_Provided information_
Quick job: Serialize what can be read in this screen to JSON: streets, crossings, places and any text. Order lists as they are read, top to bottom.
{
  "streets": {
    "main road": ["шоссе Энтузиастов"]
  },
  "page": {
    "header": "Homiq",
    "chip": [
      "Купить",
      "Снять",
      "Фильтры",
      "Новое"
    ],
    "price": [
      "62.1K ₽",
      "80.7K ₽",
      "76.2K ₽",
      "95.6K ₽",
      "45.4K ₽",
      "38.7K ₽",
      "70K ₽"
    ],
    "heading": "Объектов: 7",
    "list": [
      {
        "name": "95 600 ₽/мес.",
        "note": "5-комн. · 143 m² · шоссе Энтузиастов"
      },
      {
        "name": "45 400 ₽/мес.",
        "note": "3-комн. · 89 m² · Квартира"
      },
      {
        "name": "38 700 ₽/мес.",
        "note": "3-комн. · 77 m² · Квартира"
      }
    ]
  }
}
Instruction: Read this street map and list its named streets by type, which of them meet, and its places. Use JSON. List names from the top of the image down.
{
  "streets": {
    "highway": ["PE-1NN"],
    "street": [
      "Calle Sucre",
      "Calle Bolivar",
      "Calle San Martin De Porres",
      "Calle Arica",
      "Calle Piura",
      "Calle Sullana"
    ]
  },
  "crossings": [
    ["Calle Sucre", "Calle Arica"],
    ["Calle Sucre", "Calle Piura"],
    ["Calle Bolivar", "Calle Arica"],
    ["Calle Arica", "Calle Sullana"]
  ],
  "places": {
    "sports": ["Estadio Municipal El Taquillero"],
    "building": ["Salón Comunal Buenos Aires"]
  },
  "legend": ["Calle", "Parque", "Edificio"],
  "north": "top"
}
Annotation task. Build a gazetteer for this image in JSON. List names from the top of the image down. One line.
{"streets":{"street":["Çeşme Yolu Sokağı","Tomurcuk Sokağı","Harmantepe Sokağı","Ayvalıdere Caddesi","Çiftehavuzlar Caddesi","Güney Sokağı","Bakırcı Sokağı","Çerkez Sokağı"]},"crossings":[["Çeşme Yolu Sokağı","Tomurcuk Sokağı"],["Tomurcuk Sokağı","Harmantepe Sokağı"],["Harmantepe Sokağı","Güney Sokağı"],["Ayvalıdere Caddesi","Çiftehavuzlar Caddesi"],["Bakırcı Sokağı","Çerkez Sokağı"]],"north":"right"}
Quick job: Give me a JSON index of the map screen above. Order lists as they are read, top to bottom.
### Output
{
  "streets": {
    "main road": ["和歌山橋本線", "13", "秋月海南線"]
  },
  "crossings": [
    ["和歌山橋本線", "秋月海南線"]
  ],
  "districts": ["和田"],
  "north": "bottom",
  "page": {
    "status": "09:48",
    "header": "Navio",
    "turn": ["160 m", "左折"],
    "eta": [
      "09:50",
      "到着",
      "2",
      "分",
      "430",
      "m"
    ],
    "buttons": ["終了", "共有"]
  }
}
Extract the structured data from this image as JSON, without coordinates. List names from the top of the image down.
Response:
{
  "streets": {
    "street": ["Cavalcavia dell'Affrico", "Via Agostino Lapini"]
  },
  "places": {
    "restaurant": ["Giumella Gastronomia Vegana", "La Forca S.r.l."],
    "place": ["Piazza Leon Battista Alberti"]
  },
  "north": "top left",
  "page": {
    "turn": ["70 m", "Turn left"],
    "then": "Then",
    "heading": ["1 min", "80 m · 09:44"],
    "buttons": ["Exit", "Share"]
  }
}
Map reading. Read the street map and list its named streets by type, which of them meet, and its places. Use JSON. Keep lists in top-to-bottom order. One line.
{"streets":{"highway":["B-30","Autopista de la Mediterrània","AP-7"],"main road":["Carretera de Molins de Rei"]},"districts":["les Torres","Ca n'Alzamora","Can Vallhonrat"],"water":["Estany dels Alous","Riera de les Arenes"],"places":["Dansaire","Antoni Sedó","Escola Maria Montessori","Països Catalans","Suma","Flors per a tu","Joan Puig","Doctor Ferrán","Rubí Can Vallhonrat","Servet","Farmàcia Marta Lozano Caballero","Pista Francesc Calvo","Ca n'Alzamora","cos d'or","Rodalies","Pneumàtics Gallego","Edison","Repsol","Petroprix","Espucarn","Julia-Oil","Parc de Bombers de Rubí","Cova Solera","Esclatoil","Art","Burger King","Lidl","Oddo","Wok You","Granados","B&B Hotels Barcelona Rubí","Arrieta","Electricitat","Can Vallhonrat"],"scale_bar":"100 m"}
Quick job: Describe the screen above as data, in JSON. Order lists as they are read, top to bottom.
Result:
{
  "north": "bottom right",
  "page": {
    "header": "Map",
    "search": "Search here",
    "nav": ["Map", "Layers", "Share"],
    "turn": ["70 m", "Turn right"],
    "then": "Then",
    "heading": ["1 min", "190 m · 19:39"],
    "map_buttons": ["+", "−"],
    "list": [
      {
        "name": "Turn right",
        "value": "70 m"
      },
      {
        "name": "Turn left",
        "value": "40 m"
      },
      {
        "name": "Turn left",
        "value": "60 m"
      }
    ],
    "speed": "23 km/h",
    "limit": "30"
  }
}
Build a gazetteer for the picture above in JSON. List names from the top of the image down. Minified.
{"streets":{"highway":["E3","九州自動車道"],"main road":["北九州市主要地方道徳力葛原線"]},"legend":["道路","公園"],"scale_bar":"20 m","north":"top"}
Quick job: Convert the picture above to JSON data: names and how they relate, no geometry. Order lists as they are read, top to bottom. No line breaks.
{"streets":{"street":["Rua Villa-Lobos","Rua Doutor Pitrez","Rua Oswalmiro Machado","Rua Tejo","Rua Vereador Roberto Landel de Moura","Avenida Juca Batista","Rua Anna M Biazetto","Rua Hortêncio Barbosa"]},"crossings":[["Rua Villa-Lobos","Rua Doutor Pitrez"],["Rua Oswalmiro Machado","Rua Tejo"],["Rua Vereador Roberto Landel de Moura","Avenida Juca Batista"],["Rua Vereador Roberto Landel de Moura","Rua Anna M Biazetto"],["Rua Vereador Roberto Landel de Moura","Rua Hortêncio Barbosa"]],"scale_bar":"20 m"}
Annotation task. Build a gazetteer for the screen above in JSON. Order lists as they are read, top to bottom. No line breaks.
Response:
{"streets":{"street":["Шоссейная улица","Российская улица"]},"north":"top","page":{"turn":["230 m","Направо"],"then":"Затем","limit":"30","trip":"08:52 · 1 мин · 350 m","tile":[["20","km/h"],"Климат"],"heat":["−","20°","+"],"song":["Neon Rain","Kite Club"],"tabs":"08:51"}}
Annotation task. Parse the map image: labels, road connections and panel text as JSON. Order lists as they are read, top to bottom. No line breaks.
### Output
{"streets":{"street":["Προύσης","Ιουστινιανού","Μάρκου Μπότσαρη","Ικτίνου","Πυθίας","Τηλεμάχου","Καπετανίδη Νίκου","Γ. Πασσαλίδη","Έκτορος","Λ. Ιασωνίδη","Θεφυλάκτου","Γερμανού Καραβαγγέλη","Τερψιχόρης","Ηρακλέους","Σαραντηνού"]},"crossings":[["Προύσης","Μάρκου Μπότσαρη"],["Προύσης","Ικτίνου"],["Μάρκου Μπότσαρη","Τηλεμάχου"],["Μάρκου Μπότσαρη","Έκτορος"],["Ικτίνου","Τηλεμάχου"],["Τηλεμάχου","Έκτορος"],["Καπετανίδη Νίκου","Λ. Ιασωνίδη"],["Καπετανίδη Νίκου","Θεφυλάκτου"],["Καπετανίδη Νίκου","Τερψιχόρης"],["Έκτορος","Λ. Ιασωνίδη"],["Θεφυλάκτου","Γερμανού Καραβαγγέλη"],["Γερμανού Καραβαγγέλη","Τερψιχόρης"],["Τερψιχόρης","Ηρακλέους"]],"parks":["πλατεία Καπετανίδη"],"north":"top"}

_Exercise requirements_
For the records above, restate every line word for word.

_Finished exercise_
Quick job: Serialize what can be read in this screen to JSON: streets, crossings, places and any text. Order lists as they are read, top to bottom.
{
  "streets": {
    "main road": ["шоссе Энтузиастов"]
  },
  "page": {
    "header": "Homiq",
    "chip": [
      "Купить",
      "Снять",
      "Фильтры",
      "Новое"
    ],
    "price": [
      "62.1K ₽",
      "80.7K ₽",
      "76.2K ₽",
      "95.6K ₽",
      "45.4K ₽",
      "38.7K ₽",
      "70K ₽"
    ],
    "heading": "Объектов: 7",
    "list": [
      {
        "name": "95 600 ₽/мес.",
        "note": "5-комн. · 143 m² · шоссе Энтузиастов"
      },
      {
        "name": "45 400 ₽/мес.",
        "note": "3-комн. · 89 m² · Квартира"
      },
      {
        "name": "38 700 ₽/мес.",
        "note": "3-комн. · 77 m² · Квартира"
      }
    ]
  }
}
Instruction: Read this street map and list its named streets by type, which of them meet, and its places. Use JSON. List names from the top of the image down.
{
  "streets": {
    "highway": ["PE-1NN"],
    "street": [
      "Calle Sucre",
      "Calle Bolivar",
      "Calle San Martin De Porres",
      "Calle Arica",
      "Calle Piura",
      "Calle Sullana"
    ]
  },
  "crossings": [
    ["Calle Sucre", "Calle Arica"],
    ["Calle Sucre", "Calle Piura"],
    ["Calle Bolivar", "Calle Arica"],
    ["Calle Arica", "Calle Sullana"]
  ],
  "places": {
    "sports": ["Estadio Municipal El Taquillero"],
    "building": ["Salón Comunal Buenos Aires"]
  },
  "legend": ["Calle", "Parque", "Edificio"],
  "north": "top"
}
Annotation task. Build a gazetteer for this image in JSON. List names from the top of the image down. One line.
{"streets":{"street":["Çeşme Yolu Sokağı","Tomurcuk Sokağı","Harmantepe Sokağı","Ayvalıdere Caddesi","Çiftehavuzlar Caddesi","Güney Sokağı","Bakırcı Sokağı","Çerkez Sokağı"]},"crossings":[["Çeşme Yolu Sokağı","Tomurcuk Sokağı"],["Tomurcuk Sokağı","Harmantepe Sokağı"],["Harmantepe Sokağı","Güney Sokağı"],["Ayvalıdere Caddesi","Çiftehavuzlar Caddesi"],["Bakırcı Sokağı","Çerkez Sokağı"]],"north":"right"}
Quick job: Give me a JSON index of the map screen above. Order lists as they are read, top to bottom.
### Output
{
  "streets": {
    "main road": ["和歌山橋本線", "13", "秋月海南線"]
  },
  "crossings": [
    ["和歌山橋本線", "秋月海南線"]
  ],
  "districts": ["和田"],
  "north": "bottom",
  "page": {
    "status": "09:48",
    "header": "Navio",
    "turn": ["160 m", "左折"],
    "eta": [
      "09:50",
      "到着",
      "2",
      "分",
      "430",
      "m"
    ],
    "buttons": ["終了", "共有"]
  }
}
Extract the structured data from this image as JSON, without coordinates. List names from the top of the image down.
Response:
{
  "streets": {
    "street": ["Cavalcavia dell'Affrico", "Via Agostino Lapini"]
  },
  "places": {
    "restaurant": ["Giumella Gastronomia Vegana", "La Forca S.r.l."],
    "place": ["Piazza Leon Battista Alberti"]
  },
  "north": "top left",
  "page": {
    "turn": ["70 m", "Turn left"],
    "then": "Then",
    "heading": ["1 min", "80 m · 09:44"],
    "buttons": ["Exit", "Share"]
  }
}
Map reading. Read the street map and list its named streets by type, which of them meet, and its places. Use JSON. Keep lists in top-to-bottom order. One line.
{"streets":{"highway":["B-30","Autopista de la Mediterrània","AP-7"],"main road":["Carretera de Molins de Rei"]},"districts":["les Torres","Ca n'Alzamora","Can Vallhonrat"],"water":["Estany dels Alous","Riera de les Arenes"],"places":["Dansaire","Antoni Sedó","Escola Maria Montessori","Països Catalans","Suma","Flors per a tu","Joan Puig","Doctor Ferrán","Rubí Can Vallhonrat","Servet","Farmàcia Marta Lozano Caballero","Pista Francesc Calvo","Ca n'Alzamora","cos d'or","Rodalies","Pneumàtics Gallego","Edison","Repsol","Petroprix","Espucarn","Julia-Oil","Parc de Bombers de Rubí","Cova Solera","Esclatoil","Art","Burger King","Lidl","Oddo","Wok You","Granados","B&B Hotels Barcelona Rubí","Arrieta","Electricitat","Can Vallhonrat"],"scale_bar":"100 m"}
Quick job: Describe the screen above as data, in JSON. Order lists as they are read, top to bottom.
Result:
{
  "north": "bottom right",
  "page": {
    "header": "Map",
    "search": "Search here",
    "nav": ["Map", "Layers", "Share"],
    "turn": ["70 m", "Turn right"],
    "then": "Then",
    "heading": ["1 min", "190 m · 19:39"],
    "map_buttons": ["+", "−"],
    "list": [
      {
        "name": "Turn right",
        "value": "70 m"
      },
      {
        "name": "Turn left",
        "value": "40 m"
      },
      {
        "name": "Turn left",
        "value": "60 m"
      }
    ],
    "speed": "23 km/h",
    "limit": "30"
  }
}
Build a gazetteer for the picture above in JSON. List names from the top of the image down. Minified.
{"streets":{"highway":["E3","九州自動車道"],"main road":["北九州市主要地方道徳力葛原線"]},"legend":["道路","公園"],"scale_bar":"20 m","north":"top"}
Quick job: Convert the picture above to JSON data: names and how they relate, no geometry. Order lists as they are read, top to bottom. No line breaks.
{"streets":{"street":["Rua Villa-Lobos","Rua Doutor Pitrez","Rua Oswalmiro Machado","Rua Tejo","Rua Vereador Roberto Landel de Moura","Avenida Juca Batista","Rua Anna M Biazetto","Rua Hortêncio Barbosa"]},"crossings":[["Rua Villa-Lobos","Rua Doutor Pitrez"],["Rua Oswalmiro Machado","Rua Tejo"],["Rua Vereador Roberto Landel de Moura","Avenida Juca Batista"],["Rua Vereador Roberto Landel de Moura","Rua Anna M Biazetto"],["Rua Vereador Roberto Landel de Moura","Rua Hortêncio Barbosa"]],"scale_bar":"20 m"}
Annotation task. Build a gazetteer for the screen above in JSON. Order lists as they are read, top to bottom. No line breaks.
Response:
{"streets":{"street":["Шоссейная улица","Российская улица"]},"north":"top","page":{"turn":["230 m","Направо"],"then":"Затем","limit":"30","trip":"08:52 · 1 мин · 350 m","tile":[["20","km/h"],"Климат"],"heat":["−","20°","+"],"song":["Neon Rain","Kite Club"],"tabs":"08:51"}}
Annotation task. Parse the map image: labels, road connections and panel text as JSON. Order lists as they are read, top to bottom. No line breaks.
### Output
{"streets":{"street":["Προύσης","Ιουστινιανού","Μάρκου Μπότσαρη","Ικτίνου","Πυθίας","Τηλεμάχου","Καπετανίδη Νίκου","Γ. Πασσαλίδη","Έκτορος","Λ. Ιασωνίδη","Θεφυλάκτου","Γερμανού Καραβαγγέλη","Τερψιχόρης","Ηρακλέους","Σαραντηνού"]},"crossings":[["Προύσης","Μάρκου Μπότσαρη"],["Προύσης","Ικτίνου"],["Μάρκου Μπότσαρη","Τηλεμάχου"],["Μάρκου Μπότσαρη","Έκτορος"],["Ικτίνου","Τηλεμάχου"],["Τηλεμάχου","Έκτορος"],["Καπετανίδη Νίκου","Λ. Ιασωνίδη"],["Καπετανίδη Νίκου","Θεφυλάκτου"],["Καπετανίδη Νίκου","Τερψιχόρης"],["Έκτορος","Λ. Ιασωνίδη"],["Θεφυλάκτου","Γερμανού Καραβαγγέλη"],["Γερμανού Καραβαγγέλη","Τερψιχόρης"],["Τερψιχόρης","Ηρακλέους"]],"parks":["πλατεία Καπετανίδη"],"north":"top"}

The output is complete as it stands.